Pemerintah Dorong Energi Bersih untuk Kurangi Impor BBM

Jumat, 10 April 2026 | 16:00:00 WIB
FOTO: Dokumentasi BPMI Setpres

NUSA AKSARA – Presiden Prabowo Subianto menegaskan komitmen pemerintah untuk mewujudkan kemandirian energi nasional. Hal ini disampaikan saat peresmian fasilitas kendaraan listrik di Magelang, Jawa Tengah, Kamis (09/4/2026).

Informasi tersebut dikutip dari sambutan Presiden yang menempatkan energi sebagai sektor strategis selain pangan. Pemerintah menilai kemandirian menjadi kunci dalam menjaga ketahanan nasional.

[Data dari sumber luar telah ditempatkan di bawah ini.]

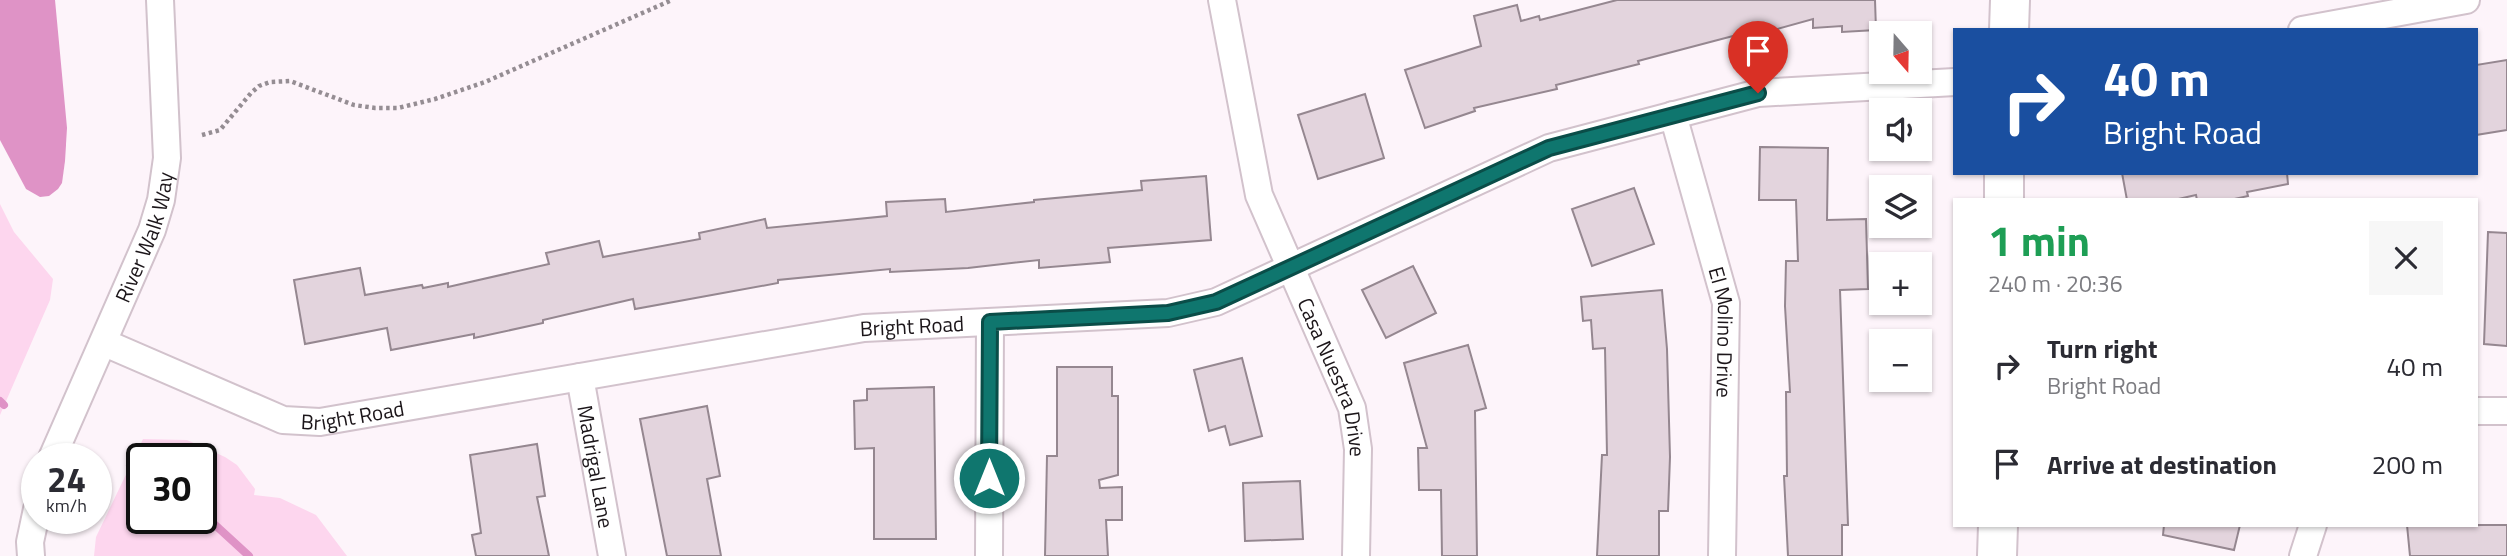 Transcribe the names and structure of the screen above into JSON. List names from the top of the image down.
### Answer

“Negara yang sebesar kita kalau masih mau merdeka, kalau masih mau survive, bertahan hidup, mau tidak mau kita harus mandiri dan energi adalah salah satu bidang yang sangat menentukan,” tegas Presiden.

Arah Kebijakan Transisi Energi

Presiden menegaskan bahwa Indonesia akan mempercepat transisi dari energi fosil menuju energi bersih dan terbarukan. Elektrifikasi menjadi salah satu langkah utama dalam strategi tersebut.

“Salah satu langkah adalah akan menggunakan listrik, elektrifikasi. Memakai listrik untuk tidak lagi memakai terlalu banyak BBM dari fosil, dari karbon,” ujarnya.

Dalam siaran pers yang sama, Prabowo menegaskan kebijakan ini diarahkan untuk mengurangi ketergantungan pada energi berbasis karbon.

Target Kapasitas Listrik Nasional

Pemerintah menargetkan peningkatan kapasitas listrik nasional hingga 100 gigawatt dalam waktu relatif singkat. Program ini menjadi bagian dari penguatan sistem energi nasional.

Dikutip dari keterangan Presiden, peningkatan kapasitas tersebut akan diiringi dengan efisiensi penggunaan energi.

Penghentian Bertahap PLTD

Sebagai bagian dari strategi efisiensi, pemerintah akan menghentikan secara bertahap pembangkit listrik tenaga diesel (PLTD). Langkah ini dinilai dapat mengurangi konsumsi bahan bakar secara signifikan.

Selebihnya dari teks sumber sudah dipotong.